Not a waste at all. You saved me from writing the patch.

Does this functionality already have a test? If so, this doesn't break it. If the functionality has no test, then, yes, we probably need one.

dixon_’s picture

dixon_
he/him
Primary language English
Location France
commented

subscribing

oriol_e9g’s picture

oriol_e9g
Primary language Catalan
Location Barcelona
commented
Assigned: oriol_e9g » Unassigned
moshe weitzman’s picture

moshe weitzman commented
Status: Needs review » Needs work

This does not look like right fix to me. The form should set #redirect to where it wants to go and then no special code is needed in submit handler. An alternative is to set destination=foo in the querystring when you get to this form in the case when you want a land on a non-standard page after submission.

agentrickard’s picture

agentrickard
he/him
Primary language English
Location Georgia (US)
commented

@moshe

That comment seems entirely off-topic here.

tsphethean’s picture

tsphethean commented
Status: Needs work » Needs review

Agree with @agentrickard - the patch here seems to fix the issue. I've applied the same approach to a patch in http://drupal.org/node/687588#comment-5756978 for a similar issue. Setting back to needs review.

Mike Wacker’s picture

Mike Wacker commented
Status: Needs review » Reviewed & tested by the community
StatusFileSize
new 687586-18.patch1.08 KB

The patch is the exact same as in #11, the only difference is the path changed from modules/... to core/modules/...

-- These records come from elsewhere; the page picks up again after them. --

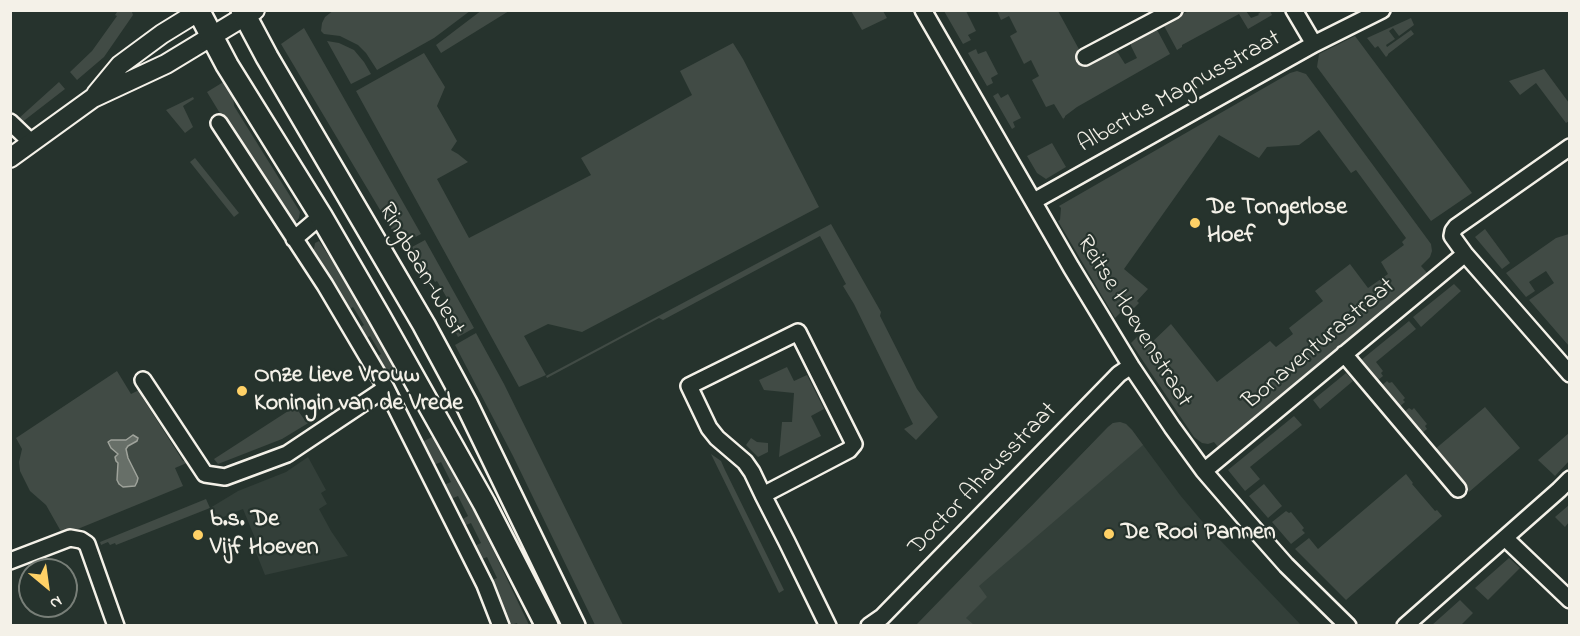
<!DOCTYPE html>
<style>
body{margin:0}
#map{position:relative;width:1580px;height:636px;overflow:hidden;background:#26332d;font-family:"Indie Flower",sans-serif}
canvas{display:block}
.frame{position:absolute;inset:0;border:12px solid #f4f1e8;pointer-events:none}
.north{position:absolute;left:18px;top:558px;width:60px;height:60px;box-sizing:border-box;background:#26332d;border:2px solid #787f78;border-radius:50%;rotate:151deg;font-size:16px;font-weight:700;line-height:24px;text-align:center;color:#f4f1e8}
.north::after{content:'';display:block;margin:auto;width:21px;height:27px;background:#ffd166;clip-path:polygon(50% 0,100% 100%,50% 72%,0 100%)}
</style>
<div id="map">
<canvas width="1580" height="636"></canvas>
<div class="frame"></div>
<div class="north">N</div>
</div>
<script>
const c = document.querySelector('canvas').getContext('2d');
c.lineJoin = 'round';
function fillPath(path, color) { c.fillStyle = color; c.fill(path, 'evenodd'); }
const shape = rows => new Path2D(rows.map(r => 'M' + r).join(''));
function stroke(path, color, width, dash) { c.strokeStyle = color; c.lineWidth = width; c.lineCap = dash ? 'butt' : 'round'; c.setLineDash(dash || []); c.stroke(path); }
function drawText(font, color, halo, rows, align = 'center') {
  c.font = font + ' "Indie Flower",sans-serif'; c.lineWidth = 4.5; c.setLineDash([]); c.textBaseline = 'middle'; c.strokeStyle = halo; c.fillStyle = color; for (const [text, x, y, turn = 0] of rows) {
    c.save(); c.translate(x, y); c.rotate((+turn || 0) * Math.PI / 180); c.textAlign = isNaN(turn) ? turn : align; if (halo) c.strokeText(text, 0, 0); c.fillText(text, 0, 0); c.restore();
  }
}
const built = shape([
 [1120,422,1126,424,1132,430,1180,495,1201,520,1301,625,916,626,1108,427,1113,423],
 [308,457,326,490,321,493,327,504,319,509,331,531,348,556,265,575,255,550,259,548,243,509,221,518,221,521,216,523,210,508,238,491,286,472]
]);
const green = shape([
 [334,10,470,10,470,11,434,38,377,70,366,53,358,45,340,36,324,34,321,31,322,23,325,17],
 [482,10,509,11,441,53,436,45],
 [851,11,883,11,887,18,862,30],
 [944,11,966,11,976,31,968,35,971,40,963,44],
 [997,11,1058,11,1086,62,1112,50,1118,53,1125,64,1137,58,1131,46,1131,40,1155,26,1170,54,1077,107,1065,116,1065,117,1063,119,1065,122,1054,104,1046,107,1032,80,1039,76,1031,60,1024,64,1010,36,1017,32,1009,16,1001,20],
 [1189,11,1246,11,1251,18,1259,15,1258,14,1262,11,1270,11,1272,15,1248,29,1239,14,1182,45,1182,47,1177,50,1163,24],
 [117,12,132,12,133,15,104,57,77,80,70,72,92,51,117,16,115,15],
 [1411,18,1414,25,1399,36,1393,28,1389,31,1395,39,1386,45,1387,47,1411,30,1414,34,1388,54,1388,55,1386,57,1378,46,1375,48,1367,38],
 [304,28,421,234,401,245,281,44],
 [1355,36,1472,193,1431,221,1317,67,1319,54],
 [327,41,339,43,354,50,364,62,371,74,351,84],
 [733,43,743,59,819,207,582,332,548,324,524,336,546,375,519,387,356,91,424,53,445,87,437,106,457,141,451,150,458,154,468,162,437,179,469,238,591,175,581,158,692,95,680,71],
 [976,49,978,54,986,51,998,74,991,78,993,83,987,86,968,53],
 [1544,69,1569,103,1569,121,1566,123,1536,83,1520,95,1509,81],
 [1297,71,1306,74,1431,244,1432,251,1430,257,1421,266,1428,274,1218,447,1214,442,1208,444,1202,443,1194,437,1131,343,1139,335,1149,345,1171,324,1217,382,1270,341,1276,347,1293,334,1289,328,1323,301,1315,291,1350,264,1368,288,1388,274,1381,262,1404,245,1402,242,1406,238,1356,170,1351,173,1319,130,1299,145,1267,147,1259,158,1219,135,1124,269,1148,289,1137,301,1139,303,1134,308,1131,309,1127,306,1115,318,1058,221,1060,220,1061,208,1059,206,1290,73],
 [225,81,233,94,234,106,300,212,299,218,295,223,293,223,252,166,207,92],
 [59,82,65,89,21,123,18,119],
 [998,93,1001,98,1008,94,1021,118,1013,122,1015,127,1012,129,993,96],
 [193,97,194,99,183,106,193,127,185,133,166,110],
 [1052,143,1066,167,1046,179,1037,173,1027,156],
 [195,158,239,213,234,217,190,162],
 [831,224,881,312,880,316,917,389,938,417,916,440,904,429,913,424,854,304,843,286,846,284,820,236,663,320,659,318,547,378,546,376],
 [1485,229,1510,263,1502,269,1475,237],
 [1569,234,1569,346,1529,300,1554,283,1546,271,1529,282,1535,291,1526,297,1506,273,1556,238],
 [425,240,474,328,458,337,449,320,451,319,442,301,447,298,437,281,435,282,429,272,427,274,412,247],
 [319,241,360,304,401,370,390,377,416,424,413,426,374,358,381,354,370,336,364,340,357,329,364,325,353,307,346,311,313,254,315,243],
 [1454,284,1461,291,1421,327,1413,317],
 [1409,321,1416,329,1376,362,1383,371,1381,373,1383,376,1377,381,1360,361],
 [476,333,504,384,623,625,595,625,513,456,455,345],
 [787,367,794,381,807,375,824,409,811,416,821,436,779,457,782,422,792,422,794,393,764,390,759,380],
 [117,371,131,394,139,390,143,391,145,395,142,397,183,461,187,459,189,462,175,468,183,486,63,535,46,505,30,491,20,471,19,462,22,449,16,438],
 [1346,373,1353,381,1320,409,1313,400],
 [1387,381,1389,383,1392,382,1405,398,1403,400,1405,402,1399,407,1381,386],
 [299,404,301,406,299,412,304,419,310,422,282,439,218,464,214,459],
 [1485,407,1520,448,1469,492,1463,484,1464,482,1441,454,1439,455,1434,450],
 [1409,408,1412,410,1414,408,1427,424,1425,426,1427,429,1421,434,1403,413],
 [1294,416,1302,425,1250,467,1260,479,1245,491,1228,470],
 [1120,422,1126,424,1132,430,1143,445,979,586,987,597,966,618,974,625,916,625,1108,427,1113,423],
 [1569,433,1569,461,1555,476,1538,460],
 [436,435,482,527,529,625,518,625,517,623,510,625,490,581,497,578,487,557,480,560,474,546,481,543,471,523,464,526,461,520,468,516,458,496,451,499,444,485,451,482,441,462,434,465,422,442],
 [751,438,757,442,768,443,768,452,758,457,746,445],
 [711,454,721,461,725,470,784,590,779,593],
 [1406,474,1413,483,1412,484,1435,511,1437,510,1442,516,1346,600,1295,549,1309,538,1318,549],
 [1264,484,1282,506,1268,518,1249,496],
 [206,499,210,508,116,545,115,543,110,545,108,542,101,545,100,542],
 [1569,505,1569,522,1565,527,1555,517],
 [1286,511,1289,513,1291,512,1304,528,1302,530,1305,533,1291,544,1272,522],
 [1509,558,1520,568,1488,600,1475,588],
 [1460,600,1473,613,1461,625,1432,625]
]);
const water = shape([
 [133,435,138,438,137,441,128,446,126,449,128,458,138,478,137,482,135,486,123,487,119,484,117,480,118,463,116,461,115,457,118,454,111,448,108,442,111,440,126,440,133,435]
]);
const minor = shape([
 [923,10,1071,267,1131,366,1172,427,1204,471,1248,522,1286,565,1348,626],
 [1294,10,1314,44],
 [1085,57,1174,10],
 [10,122,31,142],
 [219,123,325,285,386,388,485,585,501,626],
 [1570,147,1456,227,1453,231,1452,236,1465,254,1570,374],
 [1034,201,1314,44,1382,10],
 [294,239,321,216],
 [1344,354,1458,489],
 [143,380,205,474,225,477,287,454,386,388],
 [1204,471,1465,254],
 [763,495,849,450,854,444,798,332,689,386,709,428,717,438,745,462,752,472,763,495,787,542,828,626],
 [1505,538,1570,600],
 [10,561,70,538,81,540,87,544,116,626],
 [869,626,882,617,1119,374,1131,366],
 [1405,626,1559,490,1570,479]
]);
const tertiary = shape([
 [96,94,120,65,162,34,201,10],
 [10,158,93,98,166,64,255,10]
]);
const secondary = shape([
 [198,10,227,65,321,216,379,316,484,503,547,626],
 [242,10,267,57,424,325,467,405,574,626]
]);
const markers = [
 [1195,223,6,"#ffd166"],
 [242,391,6,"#ffd166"],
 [1109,534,6,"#ffd166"],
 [198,535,6,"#ffd166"]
];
const streetNames = [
 ["Albertus Magnusstraat",1180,93,-29],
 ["Ringbaan-West",420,270,60],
 ["Reitse Hoevenstraat",1133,322,58],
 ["Bonaventurastraat",1320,345,-40],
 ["Doctor Ahausstraat",984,480,-46]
];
const poiNames = [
 ["De Tongerlose",1207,209],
 ["Hoef",1207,237],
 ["Onze Lieve Vrouw",254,377],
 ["Koningin van de Vrede",254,405],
 ["b.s. De",210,521],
 ["Vijf Hoeven",210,549],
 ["De Rooi Pannen",1121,534]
];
fillPath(built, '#333f39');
fillPath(green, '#414b45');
fillPath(water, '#676f68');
stroke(water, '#9fa39b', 1.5);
stroke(minor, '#f4f1e8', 20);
stroke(tertiary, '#f4f1e8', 22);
stroke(secondary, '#f4f1e8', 26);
stroke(minor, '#26332d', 15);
stroke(tertiary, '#26332d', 18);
stroke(secondary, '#26332d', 21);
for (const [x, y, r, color] of markers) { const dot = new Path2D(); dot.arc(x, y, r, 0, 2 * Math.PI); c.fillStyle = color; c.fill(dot); stroke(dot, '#26332d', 2); }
drawText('24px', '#f4f1e8', '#26332d', streetNames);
drawText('bold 24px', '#f4f1e8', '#26332d', poiNames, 'left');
</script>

The patch doesn't introduce a new feature or change anything from a functional perspective, so as long as the unit tests pass, we shouldn't need an additional test for this patch. I did however, insert a drupal_set_message() into user_register_submit() to do some one-off manual testing of the patch, and I confirmed that it works.

webchick’s picture

webchick
she/they
Primary language English
Location Vancouver 🇨🇦
commented
Status: Reviewed & tested by the community » Needs review

Hm. Isn't the correct way to do this with #access on the form..?

webchick’s picture

webchick
she/they
Primary language English
Location Vancouver 🇨🇦
commented
Status: Needs review » Fixed

Oh, ok. I get it. The form can be submitted by multiple people, one option of which is an admin. And by moving the access check into the form, it can be altered to some other permission by a module.

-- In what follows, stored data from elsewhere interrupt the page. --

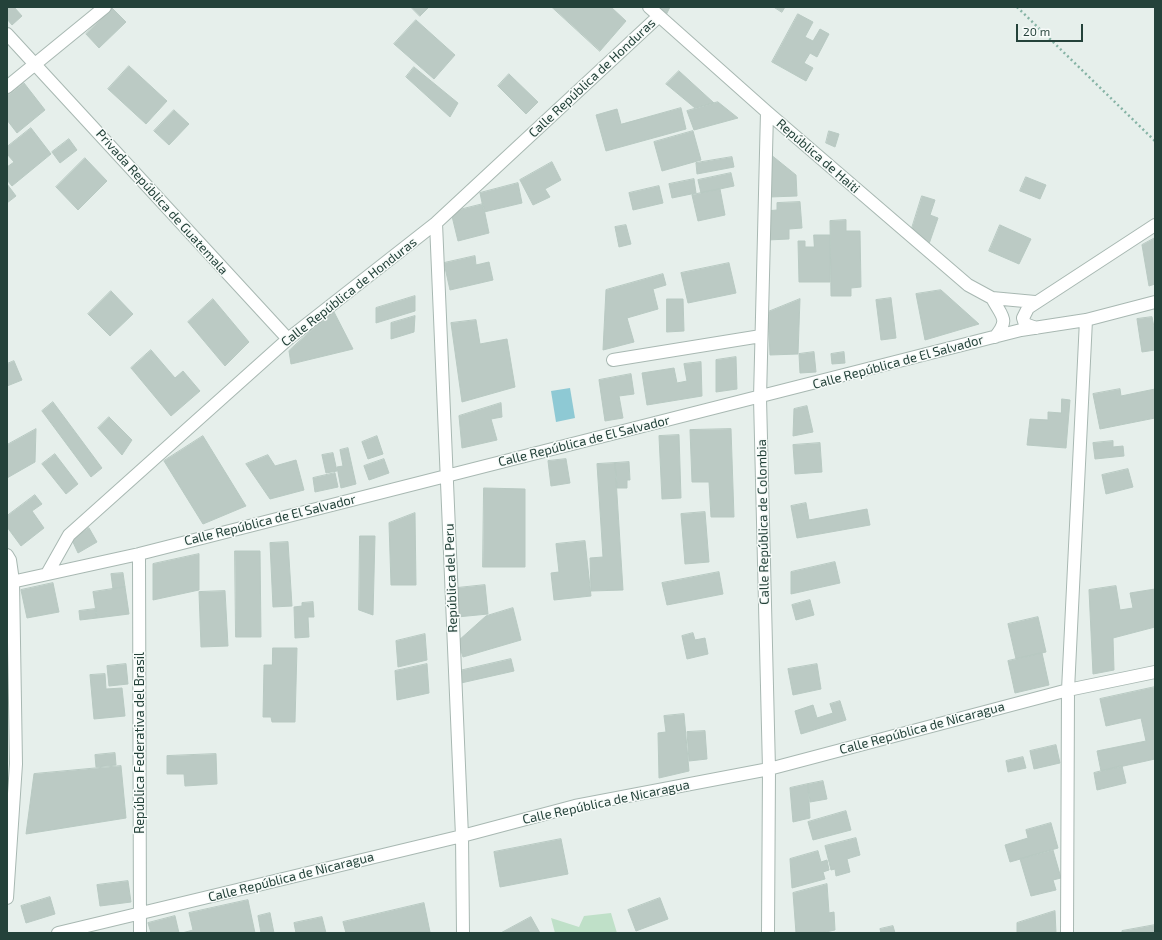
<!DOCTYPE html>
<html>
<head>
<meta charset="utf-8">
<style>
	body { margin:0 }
	#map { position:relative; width:1162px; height:940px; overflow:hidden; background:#e6efeb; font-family:"Exo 2",sans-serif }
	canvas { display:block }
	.frame { position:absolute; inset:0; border:8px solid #24423a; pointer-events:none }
	.scale { position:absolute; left:1016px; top:24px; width:67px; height:18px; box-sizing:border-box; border:2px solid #24423a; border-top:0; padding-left:5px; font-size:12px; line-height:14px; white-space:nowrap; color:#24423a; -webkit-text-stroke:3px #f7fbf9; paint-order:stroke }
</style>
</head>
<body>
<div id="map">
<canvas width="1162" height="940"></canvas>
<div class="frame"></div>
<div class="scale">20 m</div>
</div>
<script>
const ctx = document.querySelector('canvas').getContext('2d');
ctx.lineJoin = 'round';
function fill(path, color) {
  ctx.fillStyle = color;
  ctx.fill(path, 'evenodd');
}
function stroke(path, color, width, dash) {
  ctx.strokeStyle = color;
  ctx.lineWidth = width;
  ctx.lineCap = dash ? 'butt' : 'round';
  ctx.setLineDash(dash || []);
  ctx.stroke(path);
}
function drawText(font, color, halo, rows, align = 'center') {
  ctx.font = font + ' "Exo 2",sans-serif';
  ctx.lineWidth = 3;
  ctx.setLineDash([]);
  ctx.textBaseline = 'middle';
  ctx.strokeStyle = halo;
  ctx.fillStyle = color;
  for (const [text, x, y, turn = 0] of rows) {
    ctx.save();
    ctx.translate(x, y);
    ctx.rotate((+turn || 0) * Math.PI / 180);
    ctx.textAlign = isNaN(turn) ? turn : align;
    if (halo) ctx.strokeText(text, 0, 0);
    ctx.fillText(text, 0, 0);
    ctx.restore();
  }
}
fill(new Path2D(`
	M611 913 617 933H555L551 918 579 927 584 916Z`), '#bfe0c8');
fill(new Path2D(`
	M570 388 575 418 556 422 551 391Z`), '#8ec9d4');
const building = new Path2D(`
	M7 7H14L22 16 12 25 7 19Z
	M411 7H429L420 16Z
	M552 7H611L626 21 600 51Z
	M653 7H670L665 17Z
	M774 7H785L782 12Z
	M112 8 126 22 99 48 86 34Z
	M798 14 813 22 805 37 813 41 820 29 829 34 817 57 810 53 804 63 813 68 806 81 772 62Z
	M416 20 455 55 434 79 394 44Z
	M129 66 167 101 146 124 108 89Z
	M414 67 458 103 450 117 406 77Z
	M679 71 714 103 695 108 666 84Z
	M509 74 538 102 526 114 498 86Z
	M24 83 45 110 17 133 7 120V96Z
	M718 102 738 118 694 130 687 111Z
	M681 108 686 129 606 151 596 115 617 109 621 124Z
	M174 110 189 124 169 145 154 131Z
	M31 128 51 154 12 186 7 180V167L14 162 7 154V147Z
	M693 131 701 160 662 171 654 142Z
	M829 131 839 134 835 147 826 143Z
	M69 139 77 150 60 163 52 152Z
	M770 154 796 175 797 196 770 197Z
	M732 157 734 167 697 174 696 163Z
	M85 158 107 181 78 210 56 187Z
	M552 162 561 180 545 189 550 197 533 205 520 180Z
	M731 173 734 186 701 193 698 180Z
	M1026 177 1046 185 1040 199 1020 191Z
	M694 179 696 193 672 198 669 184Z
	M518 183 522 203 484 212 480 193Z
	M7 184 16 196 7 203Z
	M659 186 663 203 633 210 629 193Z
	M720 189 725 215 698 221 692 195Z
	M922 196 935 200 930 215 938 218 929 244 912 228Z
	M800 202 802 228 789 229V239L767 240 765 211 777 210V203Z
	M483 204 489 233 458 241 451 212Z
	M846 220V231H860L861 287 851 288V296H831L830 221Z
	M626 225 631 244 619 247 615 227Z
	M1000 225 1031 239 1019 264 989 251Z
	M814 235H830V282H799L798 241H805V247H814Z
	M1155 238V284L1149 286 1142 245Z
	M475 256 476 265 489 262 493 280 450 290 444 263Z
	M729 263 736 293 688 303 681 273Z
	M663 274 666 285 653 289 658 309 627 318 634 342 603 350 606 290Z
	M941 290 979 324 925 340 916 294Z
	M111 291 133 314 110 336 88 314Z
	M415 296V311L376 323V308Z
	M891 298 896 338 881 340 876 300Z
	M213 299 249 342 225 366 188 322Z
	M667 299H683L684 331 667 332Z
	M800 299 798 354 770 355 768 312Z
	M333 310 353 349 291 364 289 351Z
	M415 316 414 332 391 339V323Z
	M1152 317 1155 332V350L1142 352 1137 319Z
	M476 320 480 344 507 339 515 387 462 402 451 323Z
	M151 350 175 378 183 371 200 391 171 416 131 368Z
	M814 352 816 372 800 373 799 354Z
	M844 352 845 363 832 364 831 354Z
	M736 357 737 389 716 392V360Z
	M14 361 22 380 7 386V364Z
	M701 362 702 396 647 405 642 373 674 368 677 383 687 381 684 364Z
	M631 374 634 394 619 396 623 418 605 421 599 380Z
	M1120 389 1121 396 1155 389V418L1100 429 1093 394Z
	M1062 399 1070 400 1066 448 1027 445 1030 419 1048 420V412L1061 413Z
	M53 402 102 468 91 477 42 411Z
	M501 403 502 417 491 419 497 440 462 448 459 416Z
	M807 406 813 432 793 436 794 409Z
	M109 417 132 440 122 455 98 428Z
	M36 429 35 462 7 478V445Z
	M731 429 734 517H711L709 482H692L690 430Z
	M679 435 681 498 662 499 659 436Z
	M203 436 246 506 203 524 164 461Z
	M377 436 383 454 368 459 362 442Z
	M1113 441V447L1123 446 1124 456 1095 459 1093 443Z
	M820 443 822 472 795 474 793 445Z
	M348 448 356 484 341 488 337 467 343 466 340 450Z
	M333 453 337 471 326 473 322 455Z
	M55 454 78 484 66 494 42 464Z
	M268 455 275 466 296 460 304 490 270 499 246 464Z
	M384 459 389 473 369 480 364 466Z
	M566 459 570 483 551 486 548 461Z
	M629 462 630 480H627V488H617L615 463Z
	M615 463 623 590 591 591 590 558 603 557 597 464Z
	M1128 469 1133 487 1106 494 1102 475Z
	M335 473 338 487 315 492 313 478Z
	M484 488 525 489V567H483Z
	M35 495 42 504 32 511 44 528 21 546 7 527V516Z
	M806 503 809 520 867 509 870 525 797 538 791 506Z
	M705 512 709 562 685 564 681 514Z
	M415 513 416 585H391L389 523Z
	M89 528 97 542 78 553 71 538Z
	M360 536H375L373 615 359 610Z
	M585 541 591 596 554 600 551 573 559 572 556 544Z
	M288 542 292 606 273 607 270 543Z
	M235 551H260L261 637H236Z
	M199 554V590L153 600V564Z
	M835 562 840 583 791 594V572Z
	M719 572 723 594 667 605 662 583Z
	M123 573 125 587 113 589 111 574Z
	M53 583 59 612 27 618 21 590Z
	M485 585 488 614 457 617V588Z
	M1116 586 1120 610 1133 608 1130 593 1155 589V627L1113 638 1114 670 1093 674 1089 590Z
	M125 587 129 614 97 618 93 592Z
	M225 591 228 646 201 647 199 592Z
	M810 600 814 615 796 620 792 605Z
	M313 602 314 617H308L309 637 295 638 294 607 302 606V603Z
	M513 608 521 640 463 657 458 641 486 616Z
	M95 609 97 618 80 620 79 611Z
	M1038 617 1046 652 1016 659 1008 624Z
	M693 633 695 640 705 638 708 654 687 659 682 636Z
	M425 634 427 660 398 667 396 641Z
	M273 648H297L295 722H272L271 717H263L264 665H272Z
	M1042 653 1049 685 1015 693 1008 661Z
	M511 659 514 671 461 683 459 671Z
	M126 664 128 684 109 686 107 666Z
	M427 664 429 693 397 700 395 671Z
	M817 664 821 689 793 695 788 669Z
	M105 674 106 689 122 688 125 716 94 719 90 675Z
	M1155 687V759L1101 771 1097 751 1146 741 1141 718 1106 726 1100 699Z
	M840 701 846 720 801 734 795 711 813 705 817 718 833 713 830 704Z
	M684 714 689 771 659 778 658 733 666 732 664 716Z
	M705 731 707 759 689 761 687 732Z
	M1056 745 1060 763 1034 769 1030 751Z
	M115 753 116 765 96 767 95 755Z
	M216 754 217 784 185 786 184 774H167V756Z
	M1023 757 1026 768 1008 772 1006 761Z
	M121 766 126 818 26 834 34 774Z
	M1122 766 1126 783 1097 790 1094 773Z
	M823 781 827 799 810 802 808 784Z
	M808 784 810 818 793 822 790 788Z
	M846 811 851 830 813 840 808 822Z
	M1051 823 1058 848 1010 862 1005 845 1028 838 1026 830Z
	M856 838 860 855 847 859 850 872 836 876 835 869 831 870 825 846Z
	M561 839 568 874 500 887 494 852Z
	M1053 850 1061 878 1053 880 1056 890 1031 896 1020 859Z
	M818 851 821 862 827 860 829 870 823 872 825 879 792 888 790 859Z
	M128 881 131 902 100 906 97 885Z
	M827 884 829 913 834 912 835 930 821 933H796L793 893Z
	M50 897 55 914 26 923 21 906Z
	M660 898 668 919 636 931 628 910Z
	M248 900 255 933H182L193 930 189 913Z
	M424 903 430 932 346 933 343 922Z
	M1055 911 1056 933H1017V923Z
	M270 913 274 933H261L258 916Z
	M175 916 179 933H151L148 923Z
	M322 917 326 933H296L294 923Z
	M531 917 540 933H501Z
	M1155 925V933H1122V931Z
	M893 926 895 933H881L880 929Z`);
fill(building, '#bbcac4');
stroke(building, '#b8c9c2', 1);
const street = new Path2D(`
	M649 7 767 112 968 285 992 298 1035 302
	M7 34 288 339
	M7 87 105 7
	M767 112 760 398 769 769 768 933
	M436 223 462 836 463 933
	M992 298C1002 317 1010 319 995 337
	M1036 328 1025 324 1023 318 1028 308 1155 225
	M613 360 761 336
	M139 554 140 933
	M7 555 10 560 13 581 16 764 7 898
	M47 574 69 535 288 339 436 223 659 16
	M7 583 139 554 1021 330 1086 320 1155 302
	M58 933 462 836 575 806 769 769 1068 690 1155 672
	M1067 933 1068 690 1086 320`);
stroke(street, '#a8b8b2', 14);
stroke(new Path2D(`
	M1017 7 1155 141`), '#86b3a5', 2.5, [2, 3]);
stroke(street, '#fff', 12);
drawText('13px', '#24423a', '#f7fbf9', [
	["Calle República de Honduras",592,78,-43],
	["República de Haiti",818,156,41],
	["Privada República de Guatemala",162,202,48],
	["Calle República de Honduras",349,292,-38],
	["Calle República de El Salvador",898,362,-15],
	["Calle República de El Salvador",584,441,-14],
	["Calle República de El Salvador",270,520,-14],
	["Calle República de Colombia",763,522,-91],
	["República del Peru",451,578,-92],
	["Calle República de Nicaragua",922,728,-15],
	["República Federativa del Brasil",140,743,-90],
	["Calle República de Nicaragua",606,802,-12],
	["Calle República de Nicaragua",291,877,-14]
]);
</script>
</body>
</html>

Seems reasonable to me, and shouldn't break anything. Committed and pushed to 8.x and 7.x. Thanks!

agentrickard’s picture

agentrickard
he/him
Primary language English
Location Georgia (US)
commented

Actually, the problem is that you can't form_alter out the admin behavior without rewriting the submit handler from scratch. :-)

Status: Fixed » Closed (fixed)
Issue tags: -Novice, -forms api, -Needs backport to D7

Automatically closed -- issue fixed for 2 weeks with no activity.

Issue tags: +Novice, +forms api, +Needs backport to D7

Restoring issue tags, see #2125755: System messages removed all issue tags during D7 upgrade.